El día cuatro se puede dedicar a hacer la excursión hasta el mirador de Cochuna, ubicado a unos 140 kilómetros de la capital tucumana. En el primer tramo –por la autopista Tucumán-Faimallá y luego por la Ruta Nacional 38– se atraviesan pueblitos azucareros, plantaciones e ingenios que polucionan el ambiente. En la ciudad de Concepción se toma la Ruta 365 hacia el oeste hasta el pueblo de Alpachiri, donde hay un desvío hacia la entrada del Parque Nacional Los Alisos. Como el camino es muy malo, casi nadie visita el parque en sí, sino que se realiza un rodeo hasta el mirador de Cochuna, por una zona muy similar al del parque. La ruta se convierte de a poco en un camino de cornisa –de ripio en muy buen estado, transitable con auto común–, por un relicto de la selva de Las Yungas en muy buen estado. A los pocos kilómetros aparece el complejo turístico Samai Cochuna, donde se puede hacer una caminata por la selva, poblada de grandes árboles como el laurel y el cedro, cañaverales de bambú y helechos arborescentes. Desde el mirador del Cochuna se ve la selva desde arriba y las cumbres nevadas de las sierras del Aconquija. Después se puede optar por emprender el regreso o seguir un poco más hasta el poblado catamarqueño de Las Estancias.
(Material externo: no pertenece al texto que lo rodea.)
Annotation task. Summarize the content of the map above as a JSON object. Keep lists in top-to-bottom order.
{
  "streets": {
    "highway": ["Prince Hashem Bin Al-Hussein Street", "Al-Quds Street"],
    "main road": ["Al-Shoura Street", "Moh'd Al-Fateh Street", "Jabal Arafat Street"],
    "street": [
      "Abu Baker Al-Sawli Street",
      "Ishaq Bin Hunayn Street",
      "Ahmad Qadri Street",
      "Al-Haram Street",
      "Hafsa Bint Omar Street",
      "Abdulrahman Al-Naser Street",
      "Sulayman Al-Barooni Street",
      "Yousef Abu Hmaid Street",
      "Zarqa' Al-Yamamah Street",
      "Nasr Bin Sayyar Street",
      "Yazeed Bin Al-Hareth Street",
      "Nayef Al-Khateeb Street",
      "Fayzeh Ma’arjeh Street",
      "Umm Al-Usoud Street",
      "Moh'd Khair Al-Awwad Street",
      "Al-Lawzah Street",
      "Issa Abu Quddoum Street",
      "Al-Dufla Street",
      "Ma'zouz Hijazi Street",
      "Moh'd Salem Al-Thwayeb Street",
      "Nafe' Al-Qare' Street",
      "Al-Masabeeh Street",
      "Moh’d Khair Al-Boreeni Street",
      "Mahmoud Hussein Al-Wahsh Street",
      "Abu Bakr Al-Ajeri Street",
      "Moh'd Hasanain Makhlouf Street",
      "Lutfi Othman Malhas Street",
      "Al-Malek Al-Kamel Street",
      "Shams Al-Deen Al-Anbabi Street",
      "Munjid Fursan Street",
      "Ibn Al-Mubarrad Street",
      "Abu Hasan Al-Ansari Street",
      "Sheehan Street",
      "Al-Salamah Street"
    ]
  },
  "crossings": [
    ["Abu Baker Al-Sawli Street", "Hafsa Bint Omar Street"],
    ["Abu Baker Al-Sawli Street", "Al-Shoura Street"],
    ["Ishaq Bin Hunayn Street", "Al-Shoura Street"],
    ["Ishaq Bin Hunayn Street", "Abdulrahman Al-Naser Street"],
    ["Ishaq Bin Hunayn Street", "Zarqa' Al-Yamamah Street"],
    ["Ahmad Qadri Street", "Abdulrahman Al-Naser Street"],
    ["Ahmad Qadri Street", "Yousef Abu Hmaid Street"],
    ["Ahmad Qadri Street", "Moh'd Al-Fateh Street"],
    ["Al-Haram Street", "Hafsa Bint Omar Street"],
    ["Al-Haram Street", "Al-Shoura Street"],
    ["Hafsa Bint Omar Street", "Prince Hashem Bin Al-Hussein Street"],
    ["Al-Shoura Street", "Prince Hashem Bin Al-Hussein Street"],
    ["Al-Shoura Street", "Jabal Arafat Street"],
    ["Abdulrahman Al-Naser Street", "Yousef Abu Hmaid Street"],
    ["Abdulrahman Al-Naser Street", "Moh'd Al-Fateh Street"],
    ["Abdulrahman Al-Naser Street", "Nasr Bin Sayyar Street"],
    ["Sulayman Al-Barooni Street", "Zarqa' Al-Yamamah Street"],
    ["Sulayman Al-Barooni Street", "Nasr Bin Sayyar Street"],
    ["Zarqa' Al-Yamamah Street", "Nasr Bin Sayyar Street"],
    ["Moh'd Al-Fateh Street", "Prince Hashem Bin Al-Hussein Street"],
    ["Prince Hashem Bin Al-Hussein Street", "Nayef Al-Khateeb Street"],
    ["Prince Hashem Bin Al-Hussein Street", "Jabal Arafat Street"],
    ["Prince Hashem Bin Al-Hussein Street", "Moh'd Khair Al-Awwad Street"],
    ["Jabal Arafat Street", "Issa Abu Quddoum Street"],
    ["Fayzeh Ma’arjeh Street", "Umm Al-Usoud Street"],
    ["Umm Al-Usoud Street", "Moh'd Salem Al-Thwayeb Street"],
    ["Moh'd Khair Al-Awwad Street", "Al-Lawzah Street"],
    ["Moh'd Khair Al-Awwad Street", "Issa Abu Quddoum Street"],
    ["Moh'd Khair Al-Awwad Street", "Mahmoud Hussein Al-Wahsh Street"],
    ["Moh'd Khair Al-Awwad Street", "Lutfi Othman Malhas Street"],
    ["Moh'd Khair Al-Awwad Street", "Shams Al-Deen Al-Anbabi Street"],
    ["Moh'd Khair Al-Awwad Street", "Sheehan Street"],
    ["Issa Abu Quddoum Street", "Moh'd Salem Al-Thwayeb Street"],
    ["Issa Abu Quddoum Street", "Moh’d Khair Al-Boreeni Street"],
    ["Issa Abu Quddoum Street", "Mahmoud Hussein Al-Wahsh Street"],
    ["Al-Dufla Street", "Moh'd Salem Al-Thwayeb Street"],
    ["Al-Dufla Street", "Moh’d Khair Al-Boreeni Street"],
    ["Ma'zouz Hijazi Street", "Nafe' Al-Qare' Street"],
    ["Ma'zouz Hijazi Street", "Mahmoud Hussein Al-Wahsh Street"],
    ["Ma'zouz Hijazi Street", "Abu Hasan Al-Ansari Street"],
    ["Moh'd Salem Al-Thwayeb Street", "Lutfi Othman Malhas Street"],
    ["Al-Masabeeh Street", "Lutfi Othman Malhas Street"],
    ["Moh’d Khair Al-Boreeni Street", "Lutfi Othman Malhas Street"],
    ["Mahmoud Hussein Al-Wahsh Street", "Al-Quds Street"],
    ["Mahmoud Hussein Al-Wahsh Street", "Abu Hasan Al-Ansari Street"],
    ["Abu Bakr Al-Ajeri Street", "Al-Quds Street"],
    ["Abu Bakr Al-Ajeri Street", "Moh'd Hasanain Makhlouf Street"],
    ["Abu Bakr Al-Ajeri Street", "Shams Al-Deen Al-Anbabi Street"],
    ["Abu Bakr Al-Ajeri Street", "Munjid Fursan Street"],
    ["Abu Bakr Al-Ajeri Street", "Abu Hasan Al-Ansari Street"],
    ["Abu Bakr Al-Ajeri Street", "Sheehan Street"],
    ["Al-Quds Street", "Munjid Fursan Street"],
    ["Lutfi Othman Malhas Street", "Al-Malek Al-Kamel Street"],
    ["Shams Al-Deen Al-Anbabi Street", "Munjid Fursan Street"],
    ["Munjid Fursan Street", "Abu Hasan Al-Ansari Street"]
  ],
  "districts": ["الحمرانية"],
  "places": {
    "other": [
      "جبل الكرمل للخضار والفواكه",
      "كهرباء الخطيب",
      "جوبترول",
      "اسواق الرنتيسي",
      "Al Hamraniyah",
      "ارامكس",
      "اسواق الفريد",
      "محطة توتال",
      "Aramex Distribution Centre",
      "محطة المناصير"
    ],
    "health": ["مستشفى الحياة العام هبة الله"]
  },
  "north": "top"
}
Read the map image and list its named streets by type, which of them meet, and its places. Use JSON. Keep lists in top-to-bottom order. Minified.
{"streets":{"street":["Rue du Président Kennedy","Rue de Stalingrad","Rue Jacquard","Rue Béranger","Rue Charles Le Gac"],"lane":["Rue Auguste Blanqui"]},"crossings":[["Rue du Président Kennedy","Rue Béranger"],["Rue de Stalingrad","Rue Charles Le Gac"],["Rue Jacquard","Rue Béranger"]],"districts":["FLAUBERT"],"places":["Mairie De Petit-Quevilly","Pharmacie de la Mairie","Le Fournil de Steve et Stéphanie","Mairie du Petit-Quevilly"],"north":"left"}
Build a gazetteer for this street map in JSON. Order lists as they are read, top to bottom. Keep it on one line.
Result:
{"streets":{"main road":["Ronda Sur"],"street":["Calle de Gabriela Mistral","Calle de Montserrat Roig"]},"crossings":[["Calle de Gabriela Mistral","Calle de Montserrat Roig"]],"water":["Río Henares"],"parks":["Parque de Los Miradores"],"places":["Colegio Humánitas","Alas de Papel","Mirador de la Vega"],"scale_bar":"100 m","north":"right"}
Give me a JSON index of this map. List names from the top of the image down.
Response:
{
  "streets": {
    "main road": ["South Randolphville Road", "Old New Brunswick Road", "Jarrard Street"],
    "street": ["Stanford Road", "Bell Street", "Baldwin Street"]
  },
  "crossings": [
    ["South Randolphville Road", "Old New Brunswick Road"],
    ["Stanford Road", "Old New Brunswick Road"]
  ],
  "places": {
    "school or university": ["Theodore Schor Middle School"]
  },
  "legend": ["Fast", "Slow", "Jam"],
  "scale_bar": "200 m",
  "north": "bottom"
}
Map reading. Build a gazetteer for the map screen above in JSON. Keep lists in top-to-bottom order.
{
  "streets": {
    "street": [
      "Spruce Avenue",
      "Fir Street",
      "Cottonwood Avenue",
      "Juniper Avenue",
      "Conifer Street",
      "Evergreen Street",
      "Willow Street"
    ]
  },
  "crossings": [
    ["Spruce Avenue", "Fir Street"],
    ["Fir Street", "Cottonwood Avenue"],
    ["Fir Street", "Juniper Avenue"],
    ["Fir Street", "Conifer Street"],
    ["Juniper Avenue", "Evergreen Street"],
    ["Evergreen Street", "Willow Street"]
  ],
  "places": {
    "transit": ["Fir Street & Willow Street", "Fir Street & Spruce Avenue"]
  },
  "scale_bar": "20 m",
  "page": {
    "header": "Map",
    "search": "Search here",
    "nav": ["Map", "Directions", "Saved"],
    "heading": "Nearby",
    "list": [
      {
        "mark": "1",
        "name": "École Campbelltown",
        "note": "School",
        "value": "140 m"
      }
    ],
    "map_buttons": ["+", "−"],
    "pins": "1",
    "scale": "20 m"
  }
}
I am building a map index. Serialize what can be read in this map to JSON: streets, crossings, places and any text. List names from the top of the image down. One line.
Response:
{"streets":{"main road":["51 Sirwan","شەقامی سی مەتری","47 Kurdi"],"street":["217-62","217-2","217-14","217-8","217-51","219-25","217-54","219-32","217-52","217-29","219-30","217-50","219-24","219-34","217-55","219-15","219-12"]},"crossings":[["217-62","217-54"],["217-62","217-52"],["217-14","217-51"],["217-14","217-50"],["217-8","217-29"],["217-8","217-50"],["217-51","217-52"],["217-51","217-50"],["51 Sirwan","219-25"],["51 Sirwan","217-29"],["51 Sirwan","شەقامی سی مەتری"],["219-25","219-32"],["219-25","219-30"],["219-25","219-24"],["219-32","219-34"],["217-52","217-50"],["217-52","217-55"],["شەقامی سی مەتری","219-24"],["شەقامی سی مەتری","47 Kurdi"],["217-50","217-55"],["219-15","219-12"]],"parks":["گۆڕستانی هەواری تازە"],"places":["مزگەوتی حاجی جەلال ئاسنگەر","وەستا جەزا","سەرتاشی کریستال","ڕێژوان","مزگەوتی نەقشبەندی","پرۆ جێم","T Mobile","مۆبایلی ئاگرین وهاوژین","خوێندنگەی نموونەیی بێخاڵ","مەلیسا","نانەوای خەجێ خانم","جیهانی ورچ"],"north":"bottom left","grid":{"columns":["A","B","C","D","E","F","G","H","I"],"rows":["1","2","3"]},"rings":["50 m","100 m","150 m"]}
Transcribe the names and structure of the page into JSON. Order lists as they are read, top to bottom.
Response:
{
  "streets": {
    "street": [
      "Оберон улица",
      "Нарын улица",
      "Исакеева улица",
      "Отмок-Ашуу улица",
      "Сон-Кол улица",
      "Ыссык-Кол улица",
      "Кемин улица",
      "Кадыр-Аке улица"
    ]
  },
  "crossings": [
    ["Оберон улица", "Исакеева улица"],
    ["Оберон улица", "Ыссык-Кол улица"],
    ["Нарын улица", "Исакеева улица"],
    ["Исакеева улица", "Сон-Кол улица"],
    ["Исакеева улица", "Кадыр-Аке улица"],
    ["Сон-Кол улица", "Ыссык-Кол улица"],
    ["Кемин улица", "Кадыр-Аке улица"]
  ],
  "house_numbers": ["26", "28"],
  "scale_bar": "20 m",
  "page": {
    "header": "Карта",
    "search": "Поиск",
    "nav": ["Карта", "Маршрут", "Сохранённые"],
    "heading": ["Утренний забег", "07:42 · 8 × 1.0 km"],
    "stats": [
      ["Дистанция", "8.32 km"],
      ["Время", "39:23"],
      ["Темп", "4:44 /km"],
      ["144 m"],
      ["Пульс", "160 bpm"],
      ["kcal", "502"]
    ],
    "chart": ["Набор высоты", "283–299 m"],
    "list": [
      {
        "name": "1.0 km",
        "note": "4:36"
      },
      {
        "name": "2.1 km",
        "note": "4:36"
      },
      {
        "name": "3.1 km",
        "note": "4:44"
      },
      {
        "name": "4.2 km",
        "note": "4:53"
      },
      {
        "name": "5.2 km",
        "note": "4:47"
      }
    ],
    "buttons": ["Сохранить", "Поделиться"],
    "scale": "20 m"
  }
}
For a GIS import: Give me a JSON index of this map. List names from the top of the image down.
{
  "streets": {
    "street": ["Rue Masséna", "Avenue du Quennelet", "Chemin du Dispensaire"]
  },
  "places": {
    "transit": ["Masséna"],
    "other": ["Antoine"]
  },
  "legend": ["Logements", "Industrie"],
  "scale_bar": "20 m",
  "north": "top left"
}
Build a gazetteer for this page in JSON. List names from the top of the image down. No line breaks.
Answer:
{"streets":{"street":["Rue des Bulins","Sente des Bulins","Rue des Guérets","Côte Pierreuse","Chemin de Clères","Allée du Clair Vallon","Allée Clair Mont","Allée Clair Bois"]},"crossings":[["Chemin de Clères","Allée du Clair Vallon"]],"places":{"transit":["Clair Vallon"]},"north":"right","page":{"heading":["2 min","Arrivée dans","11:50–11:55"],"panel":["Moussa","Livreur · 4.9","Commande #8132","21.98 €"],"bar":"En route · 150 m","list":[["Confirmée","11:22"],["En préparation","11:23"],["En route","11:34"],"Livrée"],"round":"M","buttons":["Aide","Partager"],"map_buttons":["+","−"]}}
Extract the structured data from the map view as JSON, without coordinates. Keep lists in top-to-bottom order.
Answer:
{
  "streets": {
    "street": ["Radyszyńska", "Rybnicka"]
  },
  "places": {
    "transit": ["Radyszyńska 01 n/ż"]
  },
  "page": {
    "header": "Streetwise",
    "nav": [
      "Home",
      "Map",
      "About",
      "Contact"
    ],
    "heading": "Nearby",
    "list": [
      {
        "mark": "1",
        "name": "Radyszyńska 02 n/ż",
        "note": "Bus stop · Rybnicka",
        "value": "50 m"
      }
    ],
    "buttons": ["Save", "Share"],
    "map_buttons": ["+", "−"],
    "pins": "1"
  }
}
La travesía tucumana quedaría muy incompleta si no se recorre Tafí del Valle y se visitan las ruinas de los indios quilmes, excursiones a las que se pueden dedicar los dos últimos días de estadía en la provincia.
El trayecto desde San Miguel a Tafí del Valle asciende por un camino de cornisa a través de las montañas del “monte tucumano”, entre cañaverales y cascadas que brotan de manantiales en las alturas. Cada tanto aparece algún lapacho florecido de color fucsia y la vegetación se hace cada vez más tupida, hasta que el verdor estalla en una profusión de helechos, lianas y árboles de gran porte con plantas colgantes.
Al acercarse a los 2 mil metros de altura sobre el nivel del mar, la vegetación decae. Ya casi no hay árboles, pero toman la posta los cardones, esos cactus gigantes que se elevan hacia el cielo como dedos acusadores. Alrededor de la ruta se levantan grandes montañas cubiertas por un suave manto verde y cada tanto se ven bajar baqueanos a caballo desde las alturas de los cerros.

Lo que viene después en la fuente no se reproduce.